[PROMPT]
In the material below, some lines may hold the word "translate"; state how many do, giving only the number.

[RECORD EXTRACTS]
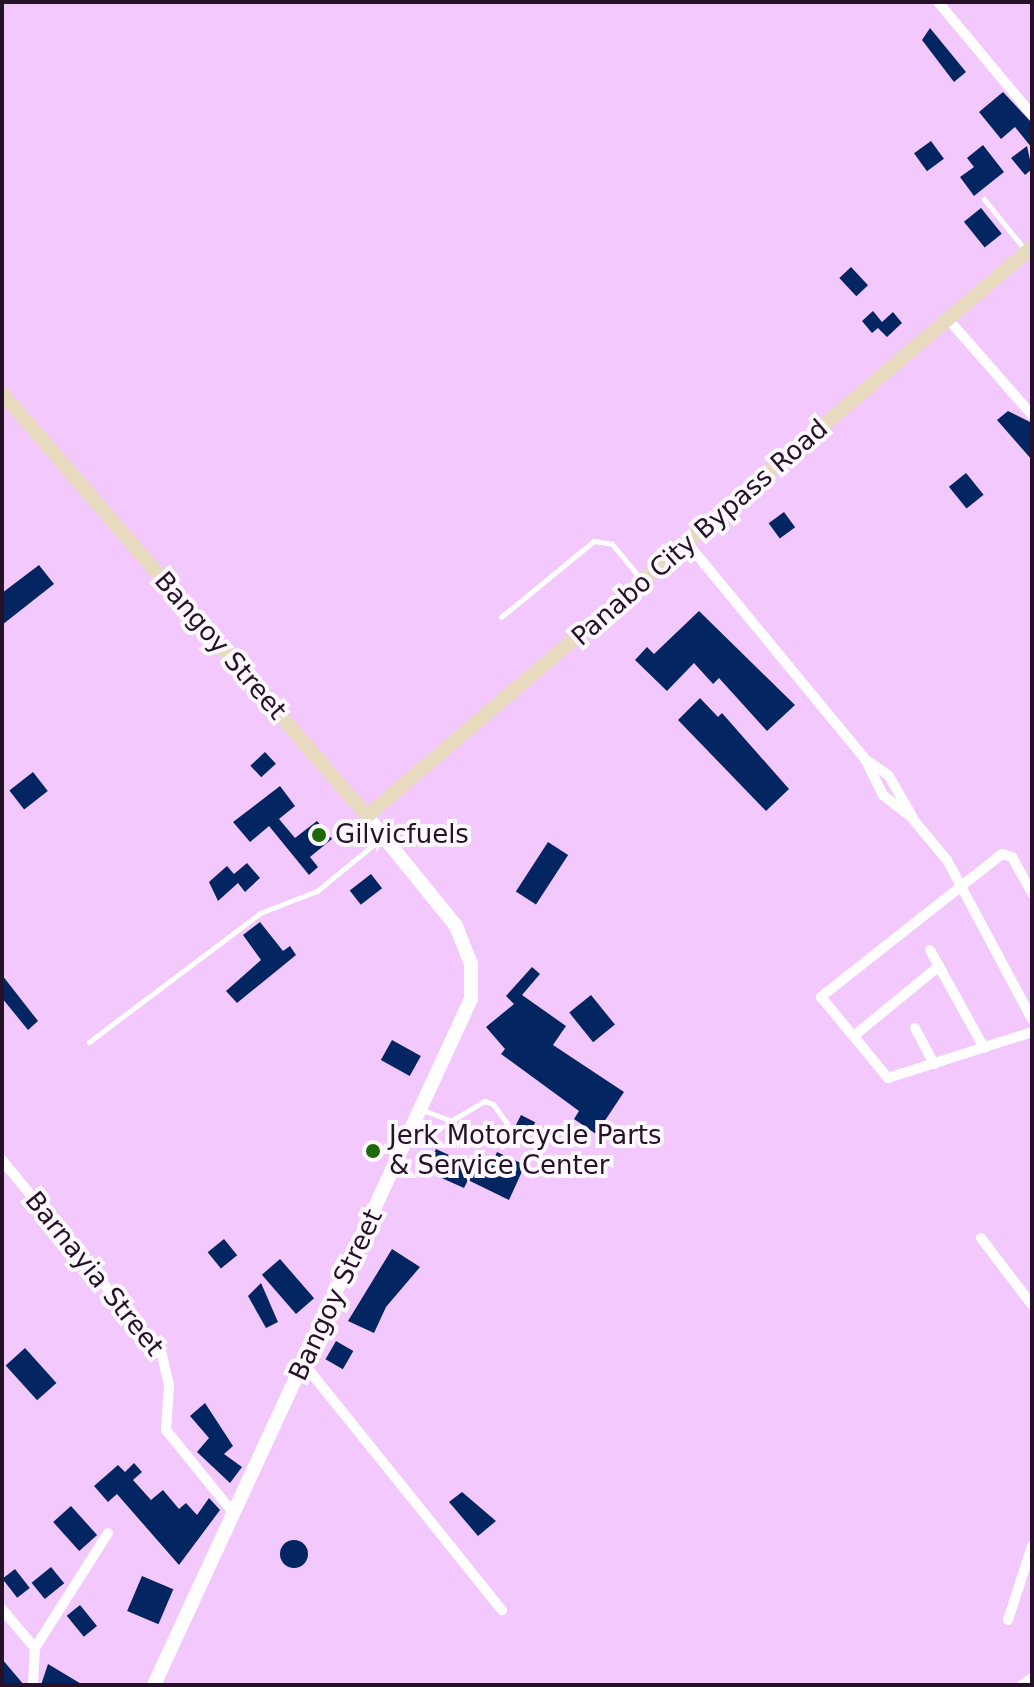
<!DOCTYPE html>
<style>
body{margin:0}
#map{position:relative;width:1034px;height:1687px;overflow:hidden;background:#f3c8fc;font-family:"DejaVu Sans",sans-serif}
div>[style]{position:absolute}
.building>*{inset:0;background:#032662;transform-origin:0 0}
.round{border-radius:50%}
.service>*{height:5px;margin:-2.5px;padding:0 2.5px;transform-origin:2.5px;border-radius:2.5px;background:#fff}
.minor>*{height:10px;margin:-5px;padding:0 5px;transform-origin:5px;border-radius:5px;background:#fff}
.tertiary>*{height:14px;margin:-7px;padding:0 7px;transform-origin:7px;border-radius:7px;background:#fff}
.secondary>*{height:14px;margin:-7px;padding:0 7px;transform-origin:7px;border-radius:7px;background:#e8dabf}
.dots>*{width:22px;height:22px;translate:-50% -50%;box-sizing:border-box;border:4px solid #fef8ff;border-radius:50%}
span{translate:-50% -50%;white-space:nowrap;text-align:center;line-height:1.15;-webkit-text-stroke:8px #fef8ff;paint-order:stroke}
.street-label{font-size:26px;color:#251229}
.poi-label{font-size:26px;color:#251229}
.left{translate:0 -50%;text-align:left}
.frame{position:absolute;inset:0;border:4px solid #251229;pointer-events:none}
</style>
<div id="map">
<div class="building">
<div style="clip-path:polygon(930px 28px,966px 72px,954px 82px,922px 40px)"></div>
<div style="clip-path:polygon(1003px 92px,1032px 123px,1032px 148px,1015px 127px,1001px 139px,979px 112px)"></div>
<div style="left:931px;top:141px;width:22px;height:21px;rotate:54deg"></div>
<div style="clip-path:polygon(983px 145px,1004px 172px,974px 196px,960px 177px,974px 167px,967px 158px)"></div>
<div style="clip-path:polygon(1027px 146px,1032px 169px,1025px 175px,1011px 158px)"></div>
<div style="left:981px;top:208px;width:33px;height:22px;rotate:51deg"></div>
<div style="left:851px;top:267px;width:25px;height:16px;rotate:47deg"></div>
<div style="clip-path:polygon(873px 311px,882px 322px,893px 312px,902px 323px,887px 337px,878px 328px,872px 333px,862px 321px)"></div>
<div style="clip-path:polygon(1008px 411px,1032px 423px,1032px 460px,997px 420px)"></div>
<div style="left:966px;top:473px;width:28px;height:22px;rotate:51deg"></div>
<div style="left:784px;top:512px;width:19px;height:19px;rotate:54deg"></div>
<div style="clip-path:polygon(39px 565px,54px 584px,2px 625px,2px 593px)"></div>
<div style="clip-path:polygon(699px 611px,795px 705px,767px 731px,719px 678px,713px 684px,694px 663px,667px 691px,635px 660px,647px 647px,654px 654px)"></div>
<div style="clip-path:polygon(700px 698px,718px 717px,722px 713px,789px 789px,766px 811px,678px 720px)"></div>
<div style="left:265px;top:752px;width:16px;height:20px;rotate:47deg"></div>
<div style="left:33px;top:772px;width:24px;height:30px;rotate:52deg"></div>
<div style="clip-path:polygon(280px 786px,295px 806px,279px 819px,295px 838px,317px 821px,332px 839px,310px 857px,318px 867px,309px 875px,269px 826px,250px 842px,233px 822px)"></div>
<div style="left:548px;top:842px;width:24px;height:59px;rotate:33deg"></div>
<div style="clip-path:polygon(247px 863px,260px 878px,245px 892px,238px 883px,218px 901px,209px 882px,227px 866px,234px 874px)"></div>
<div style="left:371px;top:874px;width:18px;height:27px;rotate:52deg"></div>
<div style="clip-path:polygon(260px 922px,283px 951px,290px 946px,296px 955px,237px 1003px,226px 991px,261px 960px,243px 935px)"></div>
<div style="clip-path:polygon(532px 967px,540px 974px,522px 995px,566px 1026px,553px 1045px,624px 1092px,596px 1134px,574px 1119px,579px 1111px,501px 1054px,505px 1049px,486px 1027px,514px 1004px,506px 996px)"></div>
<div style="clip-path:polygon(2px 975px,38px 1021px,28px 1030px,2px 998px)"></div>
<div style="left:591px;top:995px;width:38px;height:28px;rotate:51deg"></div>
<div style="left:392px;top:1040px;width:33px;height:23px;rotate:29deg"></div>
<div style="left:521px;top:1115px;width:16px;height:21px;rotate:27deg"></div>
<div style="clip-path:polygon(436px 1149px,488px 1173px,497px 1152px,525px 1165px,509px 1200px,468px 1180px,464px 1188px,426px 1171px)"></div>
<div style="left:224px;top:1239px;width:21px;height:21px;rotate:51deg"></div>
<div style="clip-path:polygon(392px 1249px,420px 1267px,386px 1307px,374px 1333px,348px 1321px)"></div>
<div style="left:280px;top:1259px;width:52px;height:24px;rotate:49deg"></div>
<div style="clip-path:polygon(261px 1283px,278px 1322px,266px 1328px,248px 1296px)"></div>
<div style="left:336px;top:1341px;width:20px;height:21px;rotate:30deg"></div>
<div style="left:25px;top:1348px;width:47px;height:26px;rotate:48deg"></div>
<div style="clip-path:polygon(205px 1403px,233px 1446px,224px 1454px,242px 1467px,230px 1483px,197px 1452px,209px 1438px,190px 1416px)"></div>
<div style="clip-path:polygon(134px 1463px,142px 1472px,133px 1480px,151px 1500px,163px 1490px,179px 1509px,186px 1503px,197px 1515px,209px 1498px,220px 1510px,179px 1565px,117px 1494px,108px 1502px,94px 1486px,118px 1465px,125px 1472px)"></div>
<div style="clip-path:polygon(462px 1492px,496px 1521px,478px 1536px,449px 1502px)"></div>
<div style="left:71px;top:1506px;width:39px;height:24px;rotate:48deg"></div>
<div class="round" style="left:280px;top:1540px;width:28px;height:28px"></div>
<div style="left:51px;top:1567px;width:21px;height:25px;rotate:51deg"></div>
<div style="left:15px;top:1569px;width:24px;height:16px;rotate:52deg"></div>
<div style="left:142px;top:1576px;width:34px;height:38px;rotate:23deg"></div>
<div style="left:80px;top:1605px;width:27px;height:17px;rotate:51deg"></div>
<div style="clip-path:polygon(2px 1659px,24px 1685px,2px 1685px)"></div>
<div style="clip-path:polygon(48px 1664px,83px 1685px,41px 1685px)"></div>
</div>
<div class="service">
<div style="left:984px;top:199px;width:67px;rotate:51.1deg"></div>
<div style="left:501px;top:617px;width:120px;rotate:-39.3deg"></div>
<div style="left:594px;top:541px;width:18px;rotate:9deg"></div>
<div style="left:612px;top:544px;width:44px;rotate:50.5deg"></div>
<div style="left:89px;top:1042px;width:214px;rotate:-37deg"></div>
<div style="left:260px;top:913px;width:61px;rotate:-21.1deg"></div>
<div style="left:317px;top:891px;width:85px;rotate:-39.3deg"></div>
<div style="left:423px;top:1110px;width:30px;rotate:21deg"></div>
<div style="left:451px;top:1121px;width:39px;rotate:-31deg"></div>
<div style="left:484px;top:1101px;width:9px;rotate:18deg"></div>
<div style="left:493px;top:1104px;width:24px;rotate:54deg"></div>
<div style="left:507px;top:1123px;width:24px;rotate:102deg"></div>
</div>
<div class="minor">
<div style="left:938px;top:2px;width:147px;rotate:50.2deg"></div>
<div style="left:948px;top:319px;width:128px;rotate:48.8deg"></div>
<div style="left:688px;top:544px;width:278px;rotate:50.5deg"></div>
<div style="left:865px;top:759px;width:40px;rotate:63.4deg"></div>
<div style="left:883px;top:795px;width:37px;rotate:38deg"></div>
<div style="left:912px;top:818px;width:55px;rotate:50.2deg"></div>
<div style="left:947px;top:860px;width:180px;rotate:61.9deg"></div>
<div style="left:865px;top:759px;width:29px;rotate:35deg"></div>
<div style="left:889px;top:776px;width:46px;rotate:60.1deg"></div>
<div style="left:1032px;top:893px;width:41px;rotate:-119.1deg"></div>
<div style="left:1012px;top:857px;width:10px;rotate:-163deg"></div>
<div style="left:1002px;top:854px;width:231px;rotate:141.7deg"></div>
<div style="left:821px;top:997px;width:105px;rotate:50.4deg"></div>
<div style="left:888px;top:1078px;width:151px;rotate:-17.7deg"></div>
<div style="left:930px;top:950px;width:112px;rotate:61.1deg"></div>
<div style="left:915px;top:1028px;width:41px;rotate:62.2deg"></div>
<div style="left:854px;top:1036px;width:110px;rotate:-39.5deg"></div>
<div style="left:2px;top:1160px;width:252px;rotate:50.6deg"></div>
<div style="left:162px;top:1355px;width:31px;rotate:77deg"></div>
<div style="left:169px;top:1385px;width:45px;rotate:93.8deg"></div>
<div style="left:166px;top:1430px;width:108px;rotate:51deg"></div>
<div style="left:981px;top:1238px;width:84px;rotate:52.7deg"></div>
<div style="left:304px;top:1364px;width:316px;rotate:51.2deg"></div>
<div style="left:2px;top:1609px;width:51px;rotate:49.8deg"></div>
<div style="left:1008px;top:1620px;width:78px;rotate:-72deg"></div>
<div style="left:33px;top:1685px;width:37px;rotate:-87deg"></div>
<div style="left:35px;top:1648px;width:136px;rotate:-57.6deg"></div>
<div style="left:1022px;top:1685px;width:12px;rotate:-35deg"></div>
</div>
<div class="tertiary">
<div style="left:154px;top:1685px;width:756px;rotate:-65.2deg"></div>
<div style="left:471px;top:999px;width:35px;rotate:-90deg"></div>
<div style="left:471px;top:964px;width:41px;rotate:-111.5deg"></div>
<div style="left:456px;top:926px;width:141px;rotate:-129deg"></div>
</div>
<div class="secondary">
<div style="left:2px;top:393px;width:559px;rotate:49.21deg"></div>
<div style="left:367px;top:816px;width:875px;rotate:-40.55deg"></div>
</div>
<div class="dots">
<div style="left:319px;top:835px;background:#1c6908"></div>
<div style="left:373px;top:1151px;background:#1c6908"></div>
</div>
<div class="street-label">
<span style="left:700px;top:533px;rotate:-41deg">Panabo City Bypass Road</span>
<span style="left:220px;top:646px;rotate:49deg">Bangoy Street</span>
<span style="left:94px;top:1274px;rotate:51deg">Barnayia Street</span>
<span style="left:336px;top:1295px;rotate:-65deg">Bangoy Street</span>
</div>
<div class="poi-label">
<span class="left" style="left:335px;top:835px">Gilvicfuels</span>
<span class="left" style="left:389px;top:1151px">Jerk Motorcycle Parts<br>&amp; Service Center</span>
</div>
<div class="frame"></div>
</div>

[WRITTEN RESPONSE]
3